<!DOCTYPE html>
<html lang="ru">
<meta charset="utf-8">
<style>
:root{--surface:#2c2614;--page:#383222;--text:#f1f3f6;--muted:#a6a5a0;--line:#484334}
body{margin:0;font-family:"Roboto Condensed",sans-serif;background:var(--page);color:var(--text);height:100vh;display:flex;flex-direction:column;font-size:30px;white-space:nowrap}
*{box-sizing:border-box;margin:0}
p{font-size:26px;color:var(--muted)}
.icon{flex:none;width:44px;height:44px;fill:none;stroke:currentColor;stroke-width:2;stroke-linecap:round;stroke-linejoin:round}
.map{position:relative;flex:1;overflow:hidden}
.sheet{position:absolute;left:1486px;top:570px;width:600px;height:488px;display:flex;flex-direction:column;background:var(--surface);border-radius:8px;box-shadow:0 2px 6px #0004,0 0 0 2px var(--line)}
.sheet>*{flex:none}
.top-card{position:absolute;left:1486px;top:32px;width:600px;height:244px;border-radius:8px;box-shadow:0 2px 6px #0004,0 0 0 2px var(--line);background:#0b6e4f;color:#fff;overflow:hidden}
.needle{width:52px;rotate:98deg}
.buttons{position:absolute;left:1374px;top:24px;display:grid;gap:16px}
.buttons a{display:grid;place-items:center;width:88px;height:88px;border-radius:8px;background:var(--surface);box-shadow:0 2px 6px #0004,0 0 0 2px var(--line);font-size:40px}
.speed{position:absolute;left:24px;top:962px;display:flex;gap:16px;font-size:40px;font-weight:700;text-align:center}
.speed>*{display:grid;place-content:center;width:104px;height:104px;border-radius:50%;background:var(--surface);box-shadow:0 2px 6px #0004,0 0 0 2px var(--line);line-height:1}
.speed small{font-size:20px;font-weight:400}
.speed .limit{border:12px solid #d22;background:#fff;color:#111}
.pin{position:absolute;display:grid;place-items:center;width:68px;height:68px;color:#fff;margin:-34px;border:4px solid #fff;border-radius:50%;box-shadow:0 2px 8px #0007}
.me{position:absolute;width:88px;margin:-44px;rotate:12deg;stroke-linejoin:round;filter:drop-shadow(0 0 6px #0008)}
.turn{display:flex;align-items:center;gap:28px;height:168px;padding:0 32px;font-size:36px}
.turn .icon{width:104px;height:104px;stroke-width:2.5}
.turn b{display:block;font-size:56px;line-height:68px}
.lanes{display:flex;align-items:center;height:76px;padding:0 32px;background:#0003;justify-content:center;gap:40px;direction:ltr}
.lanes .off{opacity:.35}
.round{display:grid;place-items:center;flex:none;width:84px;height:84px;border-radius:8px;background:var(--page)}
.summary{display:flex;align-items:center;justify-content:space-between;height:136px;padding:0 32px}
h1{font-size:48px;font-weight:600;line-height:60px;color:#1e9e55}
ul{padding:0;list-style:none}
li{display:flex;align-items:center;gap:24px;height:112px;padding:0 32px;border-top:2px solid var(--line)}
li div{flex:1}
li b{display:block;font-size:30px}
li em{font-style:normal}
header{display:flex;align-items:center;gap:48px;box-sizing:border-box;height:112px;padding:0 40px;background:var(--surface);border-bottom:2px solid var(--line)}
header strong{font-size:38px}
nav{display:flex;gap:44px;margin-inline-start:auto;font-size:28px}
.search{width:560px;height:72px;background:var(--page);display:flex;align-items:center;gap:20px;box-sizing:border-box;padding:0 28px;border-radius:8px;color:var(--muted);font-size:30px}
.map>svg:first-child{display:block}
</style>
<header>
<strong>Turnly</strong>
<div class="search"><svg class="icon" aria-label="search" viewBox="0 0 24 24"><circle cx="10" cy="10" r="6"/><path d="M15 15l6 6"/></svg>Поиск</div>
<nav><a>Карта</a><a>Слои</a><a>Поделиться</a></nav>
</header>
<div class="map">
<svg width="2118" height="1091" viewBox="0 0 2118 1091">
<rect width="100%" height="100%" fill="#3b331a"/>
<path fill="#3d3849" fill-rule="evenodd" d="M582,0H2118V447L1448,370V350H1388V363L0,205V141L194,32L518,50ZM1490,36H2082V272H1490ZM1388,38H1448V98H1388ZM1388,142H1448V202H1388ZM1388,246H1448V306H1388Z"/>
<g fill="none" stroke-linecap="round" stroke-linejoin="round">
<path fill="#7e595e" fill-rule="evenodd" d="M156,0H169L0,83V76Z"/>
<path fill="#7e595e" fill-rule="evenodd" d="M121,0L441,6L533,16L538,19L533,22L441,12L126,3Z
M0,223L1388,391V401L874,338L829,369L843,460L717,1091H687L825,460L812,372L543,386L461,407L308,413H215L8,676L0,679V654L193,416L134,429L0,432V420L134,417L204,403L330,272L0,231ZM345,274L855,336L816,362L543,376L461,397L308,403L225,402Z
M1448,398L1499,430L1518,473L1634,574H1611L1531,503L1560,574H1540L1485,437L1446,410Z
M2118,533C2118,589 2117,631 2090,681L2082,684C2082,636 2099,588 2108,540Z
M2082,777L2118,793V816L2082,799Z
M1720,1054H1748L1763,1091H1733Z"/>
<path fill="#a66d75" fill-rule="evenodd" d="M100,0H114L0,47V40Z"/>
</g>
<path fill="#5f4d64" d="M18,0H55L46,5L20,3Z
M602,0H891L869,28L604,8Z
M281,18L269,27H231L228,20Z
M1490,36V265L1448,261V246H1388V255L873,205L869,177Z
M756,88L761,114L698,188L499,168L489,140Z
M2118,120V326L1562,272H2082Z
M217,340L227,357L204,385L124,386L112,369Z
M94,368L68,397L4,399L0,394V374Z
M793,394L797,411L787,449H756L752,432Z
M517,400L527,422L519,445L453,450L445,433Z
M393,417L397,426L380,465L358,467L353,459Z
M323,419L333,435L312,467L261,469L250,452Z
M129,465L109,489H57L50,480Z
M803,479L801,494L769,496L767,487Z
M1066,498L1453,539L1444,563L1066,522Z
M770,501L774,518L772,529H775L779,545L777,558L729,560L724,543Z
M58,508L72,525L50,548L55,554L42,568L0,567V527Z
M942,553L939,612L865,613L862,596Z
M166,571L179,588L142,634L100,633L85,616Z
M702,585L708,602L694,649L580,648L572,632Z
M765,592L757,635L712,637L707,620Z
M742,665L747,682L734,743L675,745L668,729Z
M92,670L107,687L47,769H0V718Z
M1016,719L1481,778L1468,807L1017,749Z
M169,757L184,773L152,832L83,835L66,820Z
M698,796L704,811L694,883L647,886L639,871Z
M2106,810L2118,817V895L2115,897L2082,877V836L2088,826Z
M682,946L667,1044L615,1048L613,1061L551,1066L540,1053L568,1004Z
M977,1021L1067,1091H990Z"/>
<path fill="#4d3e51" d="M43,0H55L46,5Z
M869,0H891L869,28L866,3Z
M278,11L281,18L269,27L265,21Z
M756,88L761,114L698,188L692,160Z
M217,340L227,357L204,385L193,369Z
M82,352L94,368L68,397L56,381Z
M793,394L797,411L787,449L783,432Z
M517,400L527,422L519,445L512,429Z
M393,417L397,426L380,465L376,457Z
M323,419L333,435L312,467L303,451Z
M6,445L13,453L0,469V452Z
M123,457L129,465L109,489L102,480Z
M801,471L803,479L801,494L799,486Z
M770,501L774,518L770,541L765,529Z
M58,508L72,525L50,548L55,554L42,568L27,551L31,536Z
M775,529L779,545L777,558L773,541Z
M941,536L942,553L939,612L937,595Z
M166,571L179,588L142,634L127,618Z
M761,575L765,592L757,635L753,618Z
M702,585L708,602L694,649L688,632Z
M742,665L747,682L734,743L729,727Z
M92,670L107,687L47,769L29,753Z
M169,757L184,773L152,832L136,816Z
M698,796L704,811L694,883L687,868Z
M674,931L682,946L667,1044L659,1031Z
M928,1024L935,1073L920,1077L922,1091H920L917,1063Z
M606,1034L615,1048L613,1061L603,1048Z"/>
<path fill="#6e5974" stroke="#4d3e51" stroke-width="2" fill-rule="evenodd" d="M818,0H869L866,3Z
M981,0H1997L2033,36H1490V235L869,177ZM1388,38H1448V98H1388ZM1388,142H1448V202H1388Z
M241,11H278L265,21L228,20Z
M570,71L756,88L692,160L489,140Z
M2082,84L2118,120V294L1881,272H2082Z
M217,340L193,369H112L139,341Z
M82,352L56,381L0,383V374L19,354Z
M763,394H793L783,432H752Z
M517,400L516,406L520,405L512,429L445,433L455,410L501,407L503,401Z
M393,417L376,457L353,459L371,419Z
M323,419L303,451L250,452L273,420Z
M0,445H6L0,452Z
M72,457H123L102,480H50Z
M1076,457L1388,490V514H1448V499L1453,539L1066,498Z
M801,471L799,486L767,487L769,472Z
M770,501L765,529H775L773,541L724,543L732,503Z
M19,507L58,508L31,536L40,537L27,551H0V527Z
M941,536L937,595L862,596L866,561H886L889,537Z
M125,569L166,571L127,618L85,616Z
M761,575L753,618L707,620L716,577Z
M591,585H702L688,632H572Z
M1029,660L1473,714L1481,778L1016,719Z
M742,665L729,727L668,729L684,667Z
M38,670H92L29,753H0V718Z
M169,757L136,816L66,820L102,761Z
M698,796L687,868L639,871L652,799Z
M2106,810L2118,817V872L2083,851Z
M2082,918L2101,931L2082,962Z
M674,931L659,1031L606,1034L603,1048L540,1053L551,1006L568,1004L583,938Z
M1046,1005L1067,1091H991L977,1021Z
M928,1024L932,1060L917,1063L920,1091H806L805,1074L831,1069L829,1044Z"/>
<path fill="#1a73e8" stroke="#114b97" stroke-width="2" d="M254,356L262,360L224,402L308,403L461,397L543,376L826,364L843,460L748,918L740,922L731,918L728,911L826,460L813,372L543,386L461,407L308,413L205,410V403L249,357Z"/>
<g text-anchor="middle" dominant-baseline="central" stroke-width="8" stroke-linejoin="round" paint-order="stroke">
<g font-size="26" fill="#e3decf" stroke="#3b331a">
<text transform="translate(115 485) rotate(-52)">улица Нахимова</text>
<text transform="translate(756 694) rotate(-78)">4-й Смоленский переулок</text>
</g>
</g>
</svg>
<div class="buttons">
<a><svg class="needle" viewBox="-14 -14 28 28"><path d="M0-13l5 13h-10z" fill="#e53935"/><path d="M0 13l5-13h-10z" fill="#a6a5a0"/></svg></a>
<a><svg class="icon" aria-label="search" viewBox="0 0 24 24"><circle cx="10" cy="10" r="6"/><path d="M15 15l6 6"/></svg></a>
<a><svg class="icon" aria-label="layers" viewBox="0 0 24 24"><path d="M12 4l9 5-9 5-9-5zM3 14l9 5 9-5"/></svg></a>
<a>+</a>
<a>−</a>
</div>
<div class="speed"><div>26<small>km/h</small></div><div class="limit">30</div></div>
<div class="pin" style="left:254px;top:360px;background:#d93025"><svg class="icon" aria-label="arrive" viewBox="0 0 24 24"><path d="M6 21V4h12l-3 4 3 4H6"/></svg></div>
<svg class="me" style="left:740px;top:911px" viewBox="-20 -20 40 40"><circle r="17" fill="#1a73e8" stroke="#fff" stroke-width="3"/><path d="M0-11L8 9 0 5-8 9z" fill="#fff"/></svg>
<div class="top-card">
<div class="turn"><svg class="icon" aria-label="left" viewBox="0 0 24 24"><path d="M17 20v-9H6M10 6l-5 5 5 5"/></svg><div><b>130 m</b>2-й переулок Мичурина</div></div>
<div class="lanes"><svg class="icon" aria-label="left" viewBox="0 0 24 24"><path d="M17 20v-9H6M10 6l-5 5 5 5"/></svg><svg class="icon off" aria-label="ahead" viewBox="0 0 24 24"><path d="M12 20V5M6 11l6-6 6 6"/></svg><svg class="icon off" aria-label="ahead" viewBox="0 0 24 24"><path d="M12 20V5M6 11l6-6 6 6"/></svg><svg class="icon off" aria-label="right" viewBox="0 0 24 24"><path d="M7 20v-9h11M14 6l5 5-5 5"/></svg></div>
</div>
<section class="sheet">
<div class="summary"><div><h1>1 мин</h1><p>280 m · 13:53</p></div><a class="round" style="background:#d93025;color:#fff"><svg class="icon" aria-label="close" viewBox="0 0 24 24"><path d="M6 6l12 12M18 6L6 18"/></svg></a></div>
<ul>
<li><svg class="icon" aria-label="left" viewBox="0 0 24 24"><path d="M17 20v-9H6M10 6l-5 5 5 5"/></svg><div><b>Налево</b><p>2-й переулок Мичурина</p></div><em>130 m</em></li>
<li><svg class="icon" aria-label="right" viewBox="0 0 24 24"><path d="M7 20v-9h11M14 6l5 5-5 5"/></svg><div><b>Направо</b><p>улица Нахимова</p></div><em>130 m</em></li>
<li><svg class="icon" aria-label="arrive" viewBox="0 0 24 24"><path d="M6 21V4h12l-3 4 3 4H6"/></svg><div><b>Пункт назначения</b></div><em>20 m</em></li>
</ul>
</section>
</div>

====

_Your objective_
Would you please return all lines of the data that include the word "buttons"?

_Response area_
.buttons{position:absolute;left:1374px;top:24px;display:grid;gap:16px}
.buttons a{display:grid;place-items:center;width:88px;height:88px;border-radius:8px;background:var(--surface);box-shadow:0 2px 6px #0004,0 0 0 2px var(--line);font-size:40px}
<div class="buttons">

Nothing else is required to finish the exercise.